=== Your task ===
Please tally how many lines of the material below include the word "canvas", giving only the number.

----------------------------------------

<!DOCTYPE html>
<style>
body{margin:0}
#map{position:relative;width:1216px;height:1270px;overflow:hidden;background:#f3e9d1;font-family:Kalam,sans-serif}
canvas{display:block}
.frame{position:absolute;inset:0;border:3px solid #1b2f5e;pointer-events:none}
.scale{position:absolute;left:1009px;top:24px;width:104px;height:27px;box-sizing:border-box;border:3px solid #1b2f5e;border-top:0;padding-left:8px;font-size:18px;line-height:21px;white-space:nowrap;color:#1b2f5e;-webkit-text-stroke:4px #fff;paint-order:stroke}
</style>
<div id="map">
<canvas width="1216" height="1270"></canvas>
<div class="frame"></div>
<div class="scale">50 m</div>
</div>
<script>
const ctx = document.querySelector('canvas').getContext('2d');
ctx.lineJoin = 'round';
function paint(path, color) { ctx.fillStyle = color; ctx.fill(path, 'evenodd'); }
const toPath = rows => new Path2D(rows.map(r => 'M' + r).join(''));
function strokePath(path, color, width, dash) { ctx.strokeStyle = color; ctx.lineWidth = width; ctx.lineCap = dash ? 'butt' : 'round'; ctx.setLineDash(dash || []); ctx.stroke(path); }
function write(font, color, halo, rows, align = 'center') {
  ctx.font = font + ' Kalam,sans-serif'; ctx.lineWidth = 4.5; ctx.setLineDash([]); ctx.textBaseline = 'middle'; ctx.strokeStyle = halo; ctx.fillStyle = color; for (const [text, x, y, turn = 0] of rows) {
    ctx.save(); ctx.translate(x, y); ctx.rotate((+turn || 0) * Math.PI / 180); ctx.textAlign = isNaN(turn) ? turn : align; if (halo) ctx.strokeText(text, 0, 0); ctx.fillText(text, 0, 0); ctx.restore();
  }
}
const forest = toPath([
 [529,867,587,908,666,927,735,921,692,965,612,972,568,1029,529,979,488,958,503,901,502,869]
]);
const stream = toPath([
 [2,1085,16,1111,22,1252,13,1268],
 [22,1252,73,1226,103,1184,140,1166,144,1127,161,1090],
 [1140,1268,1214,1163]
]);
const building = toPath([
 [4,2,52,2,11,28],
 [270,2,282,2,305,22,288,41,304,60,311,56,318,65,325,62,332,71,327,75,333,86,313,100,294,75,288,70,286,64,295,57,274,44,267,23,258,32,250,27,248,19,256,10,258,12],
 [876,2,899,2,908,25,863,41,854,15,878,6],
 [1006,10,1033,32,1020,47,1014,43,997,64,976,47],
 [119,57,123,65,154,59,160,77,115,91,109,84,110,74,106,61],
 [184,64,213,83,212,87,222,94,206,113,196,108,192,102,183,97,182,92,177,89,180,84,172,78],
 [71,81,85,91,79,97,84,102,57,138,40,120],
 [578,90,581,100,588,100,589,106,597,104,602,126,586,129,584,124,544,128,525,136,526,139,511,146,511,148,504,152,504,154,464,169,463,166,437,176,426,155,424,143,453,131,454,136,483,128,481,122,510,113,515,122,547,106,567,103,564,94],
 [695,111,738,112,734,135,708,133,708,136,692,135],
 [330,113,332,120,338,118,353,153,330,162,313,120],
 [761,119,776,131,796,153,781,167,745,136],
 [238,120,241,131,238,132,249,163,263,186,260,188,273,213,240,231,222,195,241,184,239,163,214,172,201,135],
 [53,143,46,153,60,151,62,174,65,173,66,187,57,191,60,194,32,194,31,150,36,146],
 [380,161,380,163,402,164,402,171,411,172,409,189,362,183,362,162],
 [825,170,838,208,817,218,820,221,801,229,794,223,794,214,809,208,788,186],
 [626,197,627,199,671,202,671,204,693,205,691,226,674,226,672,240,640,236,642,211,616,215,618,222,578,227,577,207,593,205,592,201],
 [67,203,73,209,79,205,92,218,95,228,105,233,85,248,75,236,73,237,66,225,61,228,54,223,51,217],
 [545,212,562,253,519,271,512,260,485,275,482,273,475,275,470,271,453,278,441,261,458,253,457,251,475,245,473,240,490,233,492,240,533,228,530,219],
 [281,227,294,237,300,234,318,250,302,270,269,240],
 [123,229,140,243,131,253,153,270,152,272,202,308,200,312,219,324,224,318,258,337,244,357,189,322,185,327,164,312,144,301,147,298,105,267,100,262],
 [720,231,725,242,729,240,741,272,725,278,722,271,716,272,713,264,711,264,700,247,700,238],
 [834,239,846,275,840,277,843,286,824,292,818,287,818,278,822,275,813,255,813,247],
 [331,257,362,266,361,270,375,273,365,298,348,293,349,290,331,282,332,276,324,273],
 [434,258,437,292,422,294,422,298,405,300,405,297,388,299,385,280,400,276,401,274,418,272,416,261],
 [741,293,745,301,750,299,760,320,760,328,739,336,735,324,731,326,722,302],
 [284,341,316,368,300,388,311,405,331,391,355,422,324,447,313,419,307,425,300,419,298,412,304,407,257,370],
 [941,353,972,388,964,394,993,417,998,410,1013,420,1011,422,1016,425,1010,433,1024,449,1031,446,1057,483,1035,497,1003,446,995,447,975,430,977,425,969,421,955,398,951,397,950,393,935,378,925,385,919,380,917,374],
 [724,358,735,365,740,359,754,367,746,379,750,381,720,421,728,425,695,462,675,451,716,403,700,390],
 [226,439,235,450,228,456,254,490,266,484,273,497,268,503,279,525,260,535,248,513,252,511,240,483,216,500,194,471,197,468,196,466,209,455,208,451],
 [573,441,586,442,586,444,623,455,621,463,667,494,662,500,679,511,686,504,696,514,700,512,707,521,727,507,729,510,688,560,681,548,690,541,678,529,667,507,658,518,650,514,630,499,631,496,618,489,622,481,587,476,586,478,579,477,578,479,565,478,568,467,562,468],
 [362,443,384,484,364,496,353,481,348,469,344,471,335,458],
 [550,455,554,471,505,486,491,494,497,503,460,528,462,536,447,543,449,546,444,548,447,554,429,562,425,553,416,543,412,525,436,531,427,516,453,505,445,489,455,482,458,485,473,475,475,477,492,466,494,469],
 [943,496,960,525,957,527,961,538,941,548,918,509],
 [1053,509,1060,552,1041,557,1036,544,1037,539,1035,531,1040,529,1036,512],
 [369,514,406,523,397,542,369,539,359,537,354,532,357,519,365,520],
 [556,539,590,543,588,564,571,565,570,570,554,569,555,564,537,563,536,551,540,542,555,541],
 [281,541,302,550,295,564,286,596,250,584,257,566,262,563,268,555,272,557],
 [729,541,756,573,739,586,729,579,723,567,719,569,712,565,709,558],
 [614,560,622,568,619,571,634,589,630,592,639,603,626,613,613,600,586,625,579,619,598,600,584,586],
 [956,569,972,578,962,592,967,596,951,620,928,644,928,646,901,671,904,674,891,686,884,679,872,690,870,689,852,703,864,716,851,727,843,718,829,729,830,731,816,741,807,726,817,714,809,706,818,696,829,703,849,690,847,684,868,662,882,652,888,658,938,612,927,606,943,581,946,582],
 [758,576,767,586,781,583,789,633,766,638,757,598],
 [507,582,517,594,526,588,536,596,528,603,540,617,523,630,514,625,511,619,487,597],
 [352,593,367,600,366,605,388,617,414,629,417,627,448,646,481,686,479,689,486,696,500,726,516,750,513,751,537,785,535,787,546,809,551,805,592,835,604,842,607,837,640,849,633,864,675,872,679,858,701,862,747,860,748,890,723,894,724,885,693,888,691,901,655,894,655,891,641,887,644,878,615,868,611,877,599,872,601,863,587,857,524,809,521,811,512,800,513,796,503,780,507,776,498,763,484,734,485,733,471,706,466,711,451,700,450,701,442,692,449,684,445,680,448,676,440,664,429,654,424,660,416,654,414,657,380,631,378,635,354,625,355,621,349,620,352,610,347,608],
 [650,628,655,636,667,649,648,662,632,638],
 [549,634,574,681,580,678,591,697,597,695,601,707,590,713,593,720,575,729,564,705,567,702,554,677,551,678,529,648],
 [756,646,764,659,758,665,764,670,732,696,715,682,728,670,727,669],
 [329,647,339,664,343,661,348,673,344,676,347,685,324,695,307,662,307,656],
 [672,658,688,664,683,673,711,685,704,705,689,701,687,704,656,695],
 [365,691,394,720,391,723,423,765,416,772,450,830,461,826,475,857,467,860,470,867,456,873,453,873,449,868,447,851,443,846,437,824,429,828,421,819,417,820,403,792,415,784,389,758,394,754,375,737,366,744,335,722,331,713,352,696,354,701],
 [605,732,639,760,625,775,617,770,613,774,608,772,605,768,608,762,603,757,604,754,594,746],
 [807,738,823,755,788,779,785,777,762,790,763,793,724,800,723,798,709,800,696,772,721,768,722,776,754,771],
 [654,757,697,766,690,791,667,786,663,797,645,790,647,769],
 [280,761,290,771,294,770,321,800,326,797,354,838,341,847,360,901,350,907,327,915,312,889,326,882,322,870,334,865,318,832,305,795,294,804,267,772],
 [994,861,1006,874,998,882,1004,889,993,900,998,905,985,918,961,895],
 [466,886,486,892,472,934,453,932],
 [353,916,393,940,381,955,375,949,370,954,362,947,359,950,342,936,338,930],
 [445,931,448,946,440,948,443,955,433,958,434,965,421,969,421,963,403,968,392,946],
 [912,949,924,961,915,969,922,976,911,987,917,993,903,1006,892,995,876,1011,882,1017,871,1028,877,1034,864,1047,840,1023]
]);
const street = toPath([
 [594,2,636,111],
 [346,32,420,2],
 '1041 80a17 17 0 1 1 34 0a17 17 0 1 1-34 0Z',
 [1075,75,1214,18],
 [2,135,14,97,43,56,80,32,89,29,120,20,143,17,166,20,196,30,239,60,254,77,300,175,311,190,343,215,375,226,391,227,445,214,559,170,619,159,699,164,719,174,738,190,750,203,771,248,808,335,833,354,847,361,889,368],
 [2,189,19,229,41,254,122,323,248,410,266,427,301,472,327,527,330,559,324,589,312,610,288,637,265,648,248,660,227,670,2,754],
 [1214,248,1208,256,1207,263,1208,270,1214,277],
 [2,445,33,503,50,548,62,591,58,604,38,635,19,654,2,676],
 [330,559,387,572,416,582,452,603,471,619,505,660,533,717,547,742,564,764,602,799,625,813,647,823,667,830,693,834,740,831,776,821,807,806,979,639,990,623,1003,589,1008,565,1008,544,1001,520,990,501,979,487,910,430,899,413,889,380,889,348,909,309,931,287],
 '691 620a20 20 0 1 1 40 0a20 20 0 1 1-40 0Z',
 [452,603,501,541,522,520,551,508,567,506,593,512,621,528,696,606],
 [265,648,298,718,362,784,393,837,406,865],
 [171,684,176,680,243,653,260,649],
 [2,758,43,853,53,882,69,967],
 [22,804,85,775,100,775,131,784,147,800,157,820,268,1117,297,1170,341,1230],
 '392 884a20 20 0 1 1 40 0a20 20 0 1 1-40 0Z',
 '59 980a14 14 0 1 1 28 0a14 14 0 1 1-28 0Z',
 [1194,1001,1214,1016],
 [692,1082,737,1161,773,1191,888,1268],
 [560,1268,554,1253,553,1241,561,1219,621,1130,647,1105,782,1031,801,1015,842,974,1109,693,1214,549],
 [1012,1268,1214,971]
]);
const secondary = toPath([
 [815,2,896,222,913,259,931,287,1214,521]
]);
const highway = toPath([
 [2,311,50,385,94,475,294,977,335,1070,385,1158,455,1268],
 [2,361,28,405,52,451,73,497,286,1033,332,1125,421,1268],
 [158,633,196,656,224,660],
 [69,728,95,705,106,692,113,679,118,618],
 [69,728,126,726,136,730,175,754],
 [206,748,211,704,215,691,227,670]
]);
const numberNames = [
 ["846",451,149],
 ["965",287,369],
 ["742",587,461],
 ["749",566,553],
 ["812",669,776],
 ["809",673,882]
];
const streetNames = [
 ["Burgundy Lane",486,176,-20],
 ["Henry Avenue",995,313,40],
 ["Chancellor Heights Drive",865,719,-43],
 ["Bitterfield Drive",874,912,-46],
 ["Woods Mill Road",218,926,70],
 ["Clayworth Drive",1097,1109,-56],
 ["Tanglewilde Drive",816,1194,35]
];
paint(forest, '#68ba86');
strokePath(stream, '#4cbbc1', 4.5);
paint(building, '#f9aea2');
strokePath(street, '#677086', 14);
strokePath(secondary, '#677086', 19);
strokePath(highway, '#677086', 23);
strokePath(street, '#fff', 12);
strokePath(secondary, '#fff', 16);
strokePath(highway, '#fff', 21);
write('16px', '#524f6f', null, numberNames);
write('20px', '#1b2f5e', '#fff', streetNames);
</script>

----------------------------------------

=== Reply to the task ===
3